Normally I only open the windows when I wake up after dawn to greet the rising sun and the exquisite panorama looking west across the Arratz valley to Flamerens but this morning when I opened the windows wide to a black but starry sky, I was hoping to see some shooting stars.
Seeing none, I went back to bed, leaving the windows open and luxuriating in the unique comfort of being warm in bed but with a cool natural breeze blowing in from the open window. It was still dark both inside and outside, but I knew that the sun would rise in around twenty minutes.
I may have dozed for a few minutes, maybe dreamed in colour. Upon waking I realised that the open window was probably a bad idea as I had remembered that bats fly around the outside of the house not only in the evening when they are preparing to go out, but also the very early morning, after their night’s work eating generously and continuously in far-off trees or woods, before taking up their daytime sleeping positions in the crannies around the rooves of buildings. I decided to shut the window, which I did and went back to bed, still in the darkness.
However, there were some unfamiliar fluttering noises. From the bed I saw that bats were indeed flickering around the window and I assumed they were on the outside of the window. I turned on the bedside light to check, and suddenly saw that several bats – perhaps a dozen – were already inside the room, whirling and wheeling around the walls like soundless self-propelled paper planes in a Gothic merry-go-round, touched off by my innocent action of opening the window to feel the night air.
They started dive-bombing me, zooming close to my face as, unclothed, I rushed back to the windows to open them again to let them out into the darkness. I then made my way outside the room into the upstairs hall, battling my way through and trying not to let any bats into the main parts of the house, then half-closed the door behind me so that I could still see inside into the crazy airborne carousel that my fully-lit bedroom had suddenly become.
I kept checking the room over the next few minutes but the bats continued to circle like a dark, revolving candelabra suddenly blazing with light. They seemed similar to demented mini-drones, often colliding with the window sills. I realised that I had little time left before the sun rose to persuade the bats to leave to rejoin the darkness before they decided to stay and adopt my bedroom as their B&B site for an multiple overnight stay from dawn to dusk.

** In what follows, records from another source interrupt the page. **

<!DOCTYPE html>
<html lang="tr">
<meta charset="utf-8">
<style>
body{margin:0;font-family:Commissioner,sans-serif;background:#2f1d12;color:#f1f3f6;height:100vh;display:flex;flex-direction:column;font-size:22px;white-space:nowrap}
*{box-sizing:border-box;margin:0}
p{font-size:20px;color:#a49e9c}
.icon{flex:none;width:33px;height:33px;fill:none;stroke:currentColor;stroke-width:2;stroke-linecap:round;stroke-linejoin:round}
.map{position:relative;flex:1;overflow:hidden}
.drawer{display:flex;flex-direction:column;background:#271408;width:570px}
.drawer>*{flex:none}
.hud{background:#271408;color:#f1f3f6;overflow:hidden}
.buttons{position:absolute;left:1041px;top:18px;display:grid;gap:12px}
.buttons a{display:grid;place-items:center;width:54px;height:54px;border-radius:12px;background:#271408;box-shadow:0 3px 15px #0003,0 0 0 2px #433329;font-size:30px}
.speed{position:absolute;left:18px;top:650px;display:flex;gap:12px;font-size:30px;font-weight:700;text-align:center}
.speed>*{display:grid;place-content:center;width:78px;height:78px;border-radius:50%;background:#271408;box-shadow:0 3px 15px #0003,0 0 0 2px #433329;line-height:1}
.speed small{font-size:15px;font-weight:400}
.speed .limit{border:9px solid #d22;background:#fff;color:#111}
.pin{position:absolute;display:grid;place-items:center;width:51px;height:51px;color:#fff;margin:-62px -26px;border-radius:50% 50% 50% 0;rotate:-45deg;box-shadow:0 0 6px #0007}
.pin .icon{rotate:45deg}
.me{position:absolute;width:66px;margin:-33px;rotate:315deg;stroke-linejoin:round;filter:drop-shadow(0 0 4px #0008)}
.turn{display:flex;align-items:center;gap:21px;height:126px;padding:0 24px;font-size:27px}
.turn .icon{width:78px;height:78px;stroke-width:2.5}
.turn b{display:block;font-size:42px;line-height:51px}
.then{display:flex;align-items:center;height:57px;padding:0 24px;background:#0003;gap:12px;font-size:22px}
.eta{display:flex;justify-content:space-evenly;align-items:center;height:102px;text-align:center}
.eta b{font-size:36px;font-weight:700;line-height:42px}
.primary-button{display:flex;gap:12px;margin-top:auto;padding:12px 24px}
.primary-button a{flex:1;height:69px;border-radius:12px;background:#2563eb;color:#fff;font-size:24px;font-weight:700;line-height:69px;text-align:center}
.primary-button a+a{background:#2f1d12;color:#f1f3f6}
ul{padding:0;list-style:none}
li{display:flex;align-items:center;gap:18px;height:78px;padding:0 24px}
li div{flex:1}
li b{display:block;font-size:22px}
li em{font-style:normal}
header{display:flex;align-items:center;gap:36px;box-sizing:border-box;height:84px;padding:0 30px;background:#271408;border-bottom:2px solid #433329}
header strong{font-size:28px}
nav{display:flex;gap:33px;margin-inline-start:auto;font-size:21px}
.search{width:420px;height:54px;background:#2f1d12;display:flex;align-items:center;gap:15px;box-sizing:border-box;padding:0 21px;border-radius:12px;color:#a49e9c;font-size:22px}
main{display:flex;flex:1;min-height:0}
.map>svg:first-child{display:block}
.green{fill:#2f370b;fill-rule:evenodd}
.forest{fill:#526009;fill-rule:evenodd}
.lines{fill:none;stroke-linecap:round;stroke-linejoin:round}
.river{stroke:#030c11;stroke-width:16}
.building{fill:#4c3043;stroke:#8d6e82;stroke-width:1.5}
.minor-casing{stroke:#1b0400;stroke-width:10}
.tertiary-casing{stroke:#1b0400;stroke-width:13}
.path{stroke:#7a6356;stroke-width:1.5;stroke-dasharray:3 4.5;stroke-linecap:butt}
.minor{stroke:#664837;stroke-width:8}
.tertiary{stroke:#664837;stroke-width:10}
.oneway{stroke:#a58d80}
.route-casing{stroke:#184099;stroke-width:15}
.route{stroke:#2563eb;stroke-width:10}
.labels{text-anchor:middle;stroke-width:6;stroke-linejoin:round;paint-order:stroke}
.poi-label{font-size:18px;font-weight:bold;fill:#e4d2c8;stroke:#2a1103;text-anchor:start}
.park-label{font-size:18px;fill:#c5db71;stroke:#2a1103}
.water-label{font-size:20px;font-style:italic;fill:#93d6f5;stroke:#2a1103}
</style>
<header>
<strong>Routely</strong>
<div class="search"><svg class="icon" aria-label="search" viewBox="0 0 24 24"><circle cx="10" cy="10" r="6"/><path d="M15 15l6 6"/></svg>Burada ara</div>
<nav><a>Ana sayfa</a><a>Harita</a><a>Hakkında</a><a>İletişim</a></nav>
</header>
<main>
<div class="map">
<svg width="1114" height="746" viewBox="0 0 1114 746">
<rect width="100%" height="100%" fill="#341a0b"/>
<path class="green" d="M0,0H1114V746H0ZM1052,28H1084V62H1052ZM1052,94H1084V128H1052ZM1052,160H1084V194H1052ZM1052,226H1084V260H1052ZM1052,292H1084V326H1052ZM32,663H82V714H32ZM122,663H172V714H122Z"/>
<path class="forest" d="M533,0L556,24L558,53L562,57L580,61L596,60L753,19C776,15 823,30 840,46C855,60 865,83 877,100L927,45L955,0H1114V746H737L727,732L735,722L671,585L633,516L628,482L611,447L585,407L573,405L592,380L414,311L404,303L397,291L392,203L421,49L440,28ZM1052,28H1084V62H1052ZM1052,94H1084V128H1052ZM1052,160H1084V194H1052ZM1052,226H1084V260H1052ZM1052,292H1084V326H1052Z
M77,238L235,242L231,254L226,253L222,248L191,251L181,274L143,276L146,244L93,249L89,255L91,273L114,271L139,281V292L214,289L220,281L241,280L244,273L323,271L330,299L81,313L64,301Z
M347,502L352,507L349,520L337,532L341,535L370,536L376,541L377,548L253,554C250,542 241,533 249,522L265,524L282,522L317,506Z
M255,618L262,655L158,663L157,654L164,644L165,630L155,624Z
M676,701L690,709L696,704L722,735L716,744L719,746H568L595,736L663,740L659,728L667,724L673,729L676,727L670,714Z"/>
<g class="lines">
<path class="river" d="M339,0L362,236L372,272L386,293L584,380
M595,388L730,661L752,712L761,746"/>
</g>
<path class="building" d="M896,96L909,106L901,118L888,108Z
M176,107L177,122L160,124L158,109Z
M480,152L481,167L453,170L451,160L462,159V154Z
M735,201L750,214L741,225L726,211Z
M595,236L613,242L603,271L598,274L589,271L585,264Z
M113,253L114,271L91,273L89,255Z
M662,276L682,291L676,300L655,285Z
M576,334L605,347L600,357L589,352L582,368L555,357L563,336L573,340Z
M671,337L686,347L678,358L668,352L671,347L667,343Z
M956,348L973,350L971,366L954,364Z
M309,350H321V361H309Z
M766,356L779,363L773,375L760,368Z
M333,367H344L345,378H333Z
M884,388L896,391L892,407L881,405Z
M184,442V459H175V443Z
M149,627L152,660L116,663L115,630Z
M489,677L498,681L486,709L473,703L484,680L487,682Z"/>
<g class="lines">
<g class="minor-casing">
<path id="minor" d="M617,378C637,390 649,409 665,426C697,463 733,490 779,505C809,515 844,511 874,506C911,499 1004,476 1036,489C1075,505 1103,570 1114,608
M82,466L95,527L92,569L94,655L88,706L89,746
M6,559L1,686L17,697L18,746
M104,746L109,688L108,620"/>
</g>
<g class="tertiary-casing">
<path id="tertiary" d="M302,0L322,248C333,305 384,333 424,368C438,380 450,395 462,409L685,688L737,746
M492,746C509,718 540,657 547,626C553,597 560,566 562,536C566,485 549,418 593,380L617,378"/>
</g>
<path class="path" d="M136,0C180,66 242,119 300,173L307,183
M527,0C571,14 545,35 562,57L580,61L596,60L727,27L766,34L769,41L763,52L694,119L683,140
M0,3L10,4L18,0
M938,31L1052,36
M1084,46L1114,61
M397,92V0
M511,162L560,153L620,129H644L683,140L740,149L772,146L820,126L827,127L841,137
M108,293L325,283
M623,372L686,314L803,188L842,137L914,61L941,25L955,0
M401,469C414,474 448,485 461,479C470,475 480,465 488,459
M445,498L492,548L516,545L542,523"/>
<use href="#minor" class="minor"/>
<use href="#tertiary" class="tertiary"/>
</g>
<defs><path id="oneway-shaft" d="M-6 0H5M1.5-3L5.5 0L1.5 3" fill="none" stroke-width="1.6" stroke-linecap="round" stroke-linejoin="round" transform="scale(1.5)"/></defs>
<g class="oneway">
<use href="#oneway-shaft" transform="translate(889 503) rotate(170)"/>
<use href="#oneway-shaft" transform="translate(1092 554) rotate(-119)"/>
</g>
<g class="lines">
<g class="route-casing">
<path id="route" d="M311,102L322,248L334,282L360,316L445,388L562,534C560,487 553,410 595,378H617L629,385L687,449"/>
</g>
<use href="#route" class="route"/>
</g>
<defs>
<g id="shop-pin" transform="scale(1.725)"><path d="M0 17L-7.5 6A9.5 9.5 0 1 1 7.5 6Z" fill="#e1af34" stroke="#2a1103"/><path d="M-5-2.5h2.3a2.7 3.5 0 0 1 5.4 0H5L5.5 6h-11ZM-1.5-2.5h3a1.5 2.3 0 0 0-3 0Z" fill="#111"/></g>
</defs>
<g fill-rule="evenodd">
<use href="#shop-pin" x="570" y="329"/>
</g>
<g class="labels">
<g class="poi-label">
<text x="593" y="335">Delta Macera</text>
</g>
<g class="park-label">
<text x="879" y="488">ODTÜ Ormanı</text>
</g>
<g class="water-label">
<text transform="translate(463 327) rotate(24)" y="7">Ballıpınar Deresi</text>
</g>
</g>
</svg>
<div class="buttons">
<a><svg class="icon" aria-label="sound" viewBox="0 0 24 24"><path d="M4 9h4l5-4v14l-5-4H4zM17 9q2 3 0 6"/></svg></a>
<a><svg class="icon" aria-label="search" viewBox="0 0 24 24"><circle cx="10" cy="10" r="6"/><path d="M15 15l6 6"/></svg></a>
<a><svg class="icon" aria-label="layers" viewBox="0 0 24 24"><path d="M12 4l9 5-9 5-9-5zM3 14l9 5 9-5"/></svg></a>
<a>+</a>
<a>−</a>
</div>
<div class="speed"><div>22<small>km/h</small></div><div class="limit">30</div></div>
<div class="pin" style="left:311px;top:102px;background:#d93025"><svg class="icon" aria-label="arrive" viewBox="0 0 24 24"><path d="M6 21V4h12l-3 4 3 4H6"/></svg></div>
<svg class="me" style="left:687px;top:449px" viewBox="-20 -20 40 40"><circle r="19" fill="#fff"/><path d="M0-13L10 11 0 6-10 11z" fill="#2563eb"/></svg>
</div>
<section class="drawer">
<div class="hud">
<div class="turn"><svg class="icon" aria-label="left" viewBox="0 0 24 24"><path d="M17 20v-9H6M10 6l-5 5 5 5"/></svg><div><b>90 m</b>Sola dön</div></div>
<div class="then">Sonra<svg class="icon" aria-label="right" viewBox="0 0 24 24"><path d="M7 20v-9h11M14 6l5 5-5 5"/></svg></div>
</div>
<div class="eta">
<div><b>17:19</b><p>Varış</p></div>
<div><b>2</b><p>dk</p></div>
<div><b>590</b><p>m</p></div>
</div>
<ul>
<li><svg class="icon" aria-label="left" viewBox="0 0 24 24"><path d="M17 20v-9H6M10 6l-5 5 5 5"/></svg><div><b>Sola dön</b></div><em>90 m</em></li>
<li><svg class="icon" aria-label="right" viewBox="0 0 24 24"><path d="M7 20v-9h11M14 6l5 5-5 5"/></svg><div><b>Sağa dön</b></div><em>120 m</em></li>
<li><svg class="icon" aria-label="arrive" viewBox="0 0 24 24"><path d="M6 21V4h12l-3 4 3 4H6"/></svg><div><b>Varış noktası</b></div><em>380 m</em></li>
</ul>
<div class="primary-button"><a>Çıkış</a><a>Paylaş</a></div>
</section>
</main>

Not if I can help it, I thought. I was, after all, experienced, after a fashion. Having lived in Abidjan for three years, I had become accustomed to some 10 million bats flying around Abidjan before dawn and darkening the sky before dusk every day.
A few minutes later, the whirling flurry seemed to have disappeared, and I crept in, advanced on the window, determined to shut it, but they all streamed in again before I got there. It reminded me somewhat of the scene in Hitchcock’s The Birds, when the birds all suddenly flew down the chimney and into the lounge. I got out in one piece and without any pipistrelle followers, and I managed to creep back into the hall outside to await the next opportunity. Fortunately it came quickly and after hearing no fluttering from my bedroom, I was able to shut the window firmly just as the first shafts of the rising sun were appearing in the sky.
I checked around the bedroom for any other bats hanging around (I even checked inside the wardrobe with all its inanimate hangers), but all was well and batless. Within ten minutes I was able to open the windows again as I have done every day after dawn to appreciate the morning view, but also because I knew that all the bats were hanging around upside down in their normal bat-parking lots between the tiles and gutters of the roof, probably already asleep. A few minutes later, and they could all have been upside down in my bedroom for the day.
Lesson learned: do not open the upper floor windows of buildings in the small hours before dawn unless you are studying the behaviour of bats in south west France. The whole experience was not frightening but I can think of certain members of my family and certainly some of their friends who might easily have been severely startled by the experience, so I was just relieved that I didn’t have to put the dozen temporary visitors I had this morning up for the day, or perhaps for ever.